Nutrition and your hormones
Hormone health seems to be a hot topic lately. Whenever I see headlines or supplements that claim to have the key to “fixing” or “balancing” your hormones, I always wonder, “What hormones are they trying to balance? And how do they know something is wrong?”
Your body has a whole lot of hormones–around 200 hormones and hormone-like compounds. Hormones vary in their role. For example, insulin helps bring glucose into cells for fuel. Cortisol is a stress hormone. Ghrelin helps you know when you’re hungry. Thyroxine helps with heart function and digestion. And melatonin helps regulate sleep.
So if you see a supplement or diet claiming to “fix” hormones, you can bet that it’s not reliable. You may not need your hormones “fixed,” and one diet or supplement cannot “fix” or “balance” all hormones.
What role does diet play in hormone regulation?
It’s pretty complex! Diet can affect many hormones. For example, eating food stimulates insulin to be secreted to help metabolize the food and get glucose into the blood and cells. For those with diabetes or pre-diabetes, diet and exercise can help manage blood sugar levels.

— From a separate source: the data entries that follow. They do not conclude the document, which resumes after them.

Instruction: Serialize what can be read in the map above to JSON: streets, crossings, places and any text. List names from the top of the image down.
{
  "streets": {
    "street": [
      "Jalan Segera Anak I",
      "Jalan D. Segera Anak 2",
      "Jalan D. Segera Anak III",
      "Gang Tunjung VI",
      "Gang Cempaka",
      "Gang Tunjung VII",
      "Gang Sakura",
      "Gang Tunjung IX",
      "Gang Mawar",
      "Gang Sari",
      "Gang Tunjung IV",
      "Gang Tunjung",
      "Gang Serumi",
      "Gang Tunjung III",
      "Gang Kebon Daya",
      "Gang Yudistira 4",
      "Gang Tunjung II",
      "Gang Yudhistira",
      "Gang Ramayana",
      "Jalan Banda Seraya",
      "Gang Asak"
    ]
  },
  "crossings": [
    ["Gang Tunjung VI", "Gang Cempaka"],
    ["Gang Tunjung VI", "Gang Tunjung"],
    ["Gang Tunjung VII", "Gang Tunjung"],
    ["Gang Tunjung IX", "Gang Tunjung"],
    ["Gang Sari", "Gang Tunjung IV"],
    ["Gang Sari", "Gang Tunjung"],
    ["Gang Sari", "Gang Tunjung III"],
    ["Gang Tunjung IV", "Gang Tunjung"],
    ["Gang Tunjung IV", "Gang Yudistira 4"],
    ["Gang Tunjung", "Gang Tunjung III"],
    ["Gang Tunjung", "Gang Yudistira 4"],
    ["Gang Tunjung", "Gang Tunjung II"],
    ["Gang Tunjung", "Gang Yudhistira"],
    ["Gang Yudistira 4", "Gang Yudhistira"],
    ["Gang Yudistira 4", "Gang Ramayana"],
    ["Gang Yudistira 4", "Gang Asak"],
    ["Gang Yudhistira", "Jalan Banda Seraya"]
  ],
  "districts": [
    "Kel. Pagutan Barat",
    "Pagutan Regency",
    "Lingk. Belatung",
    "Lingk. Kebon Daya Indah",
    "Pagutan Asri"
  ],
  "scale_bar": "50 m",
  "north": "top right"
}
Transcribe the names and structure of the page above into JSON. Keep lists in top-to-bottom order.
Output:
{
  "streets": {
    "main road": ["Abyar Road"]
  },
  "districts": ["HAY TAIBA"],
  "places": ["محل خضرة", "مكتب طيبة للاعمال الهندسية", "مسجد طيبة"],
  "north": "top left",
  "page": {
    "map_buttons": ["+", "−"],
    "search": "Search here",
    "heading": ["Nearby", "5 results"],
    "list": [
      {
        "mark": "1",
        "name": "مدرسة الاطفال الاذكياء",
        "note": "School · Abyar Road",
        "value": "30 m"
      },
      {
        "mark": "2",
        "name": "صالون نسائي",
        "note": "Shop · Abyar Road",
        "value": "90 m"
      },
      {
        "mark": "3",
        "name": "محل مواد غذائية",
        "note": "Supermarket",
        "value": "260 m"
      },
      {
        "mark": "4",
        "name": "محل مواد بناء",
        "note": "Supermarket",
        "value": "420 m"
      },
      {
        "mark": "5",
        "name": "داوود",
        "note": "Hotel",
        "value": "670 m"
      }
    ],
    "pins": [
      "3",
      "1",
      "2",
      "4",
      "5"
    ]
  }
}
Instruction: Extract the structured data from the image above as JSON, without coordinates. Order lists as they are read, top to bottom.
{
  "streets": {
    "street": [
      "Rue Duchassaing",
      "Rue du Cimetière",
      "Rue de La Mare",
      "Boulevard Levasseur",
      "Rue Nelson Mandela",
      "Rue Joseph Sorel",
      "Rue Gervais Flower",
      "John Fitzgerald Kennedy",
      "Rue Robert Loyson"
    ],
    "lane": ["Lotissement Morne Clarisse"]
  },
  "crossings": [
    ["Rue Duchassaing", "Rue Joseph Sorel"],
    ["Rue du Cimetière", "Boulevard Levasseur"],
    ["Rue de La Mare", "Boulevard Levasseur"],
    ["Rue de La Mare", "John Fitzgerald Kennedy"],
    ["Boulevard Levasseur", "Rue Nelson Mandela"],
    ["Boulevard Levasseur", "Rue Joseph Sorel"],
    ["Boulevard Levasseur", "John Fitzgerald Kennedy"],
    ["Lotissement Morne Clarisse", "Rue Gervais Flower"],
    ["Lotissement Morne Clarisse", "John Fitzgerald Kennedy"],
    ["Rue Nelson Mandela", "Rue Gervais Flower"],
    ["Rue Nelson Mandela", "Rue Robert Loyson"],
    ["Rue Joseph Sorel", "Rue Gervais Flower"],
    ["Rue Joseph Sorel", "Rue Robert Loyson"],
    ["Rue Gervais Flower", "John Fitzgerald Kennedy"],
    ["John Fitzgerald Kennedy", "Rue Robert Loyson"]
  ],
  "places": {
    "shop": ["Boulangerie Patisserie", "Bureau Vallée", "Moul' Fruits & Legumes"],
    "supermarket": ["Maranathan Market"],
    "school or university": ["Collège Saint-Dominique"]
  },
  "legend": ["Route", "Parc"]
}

Ghrelin and leptin regulate hunger and satiety. Depending on how much (or how little) you eat, these hormones will rise and fall to stimulate hunger and signal when you are full. These help you know how much and when to eat. Eating a balanced meal with all macronutrients (protein, carbohydrate, and fat) plus fiber help your hunger and fullness hormones regulate. Eating a small meal of only carbohydrate, for example, leads to rapid digestion, increased blood sugar, then increased insulin in response to the blood sugar, and then a relatively quick decrease in blood sugar after the carbohydrate is digested and absorbed. A mixed meal with protein, fats, and fiber can help slow the digestion process and keep blood sugar levels more stable.
Adequate food intake helps balance hormones
To have adequate amounts of estrogen and testosterone, eating enough calories overall to fuel your body and daily activities is crucial. People that are in a calorie deficit often have low levels of these hormones. It is a symptom of relative energy deficiency in sport (RED-S).
Your body needs enough food to have the building blocks to make hormones. If you don’t eat enough, your health may suffer. Depressed hunger cues, raised stress hormones (like cortisol), decreased thyroid hormones, and decreased sex hormones like testosterone can all result from under-eating, over-exercising, or both. Dieting is a common cause of imbalanced hormones.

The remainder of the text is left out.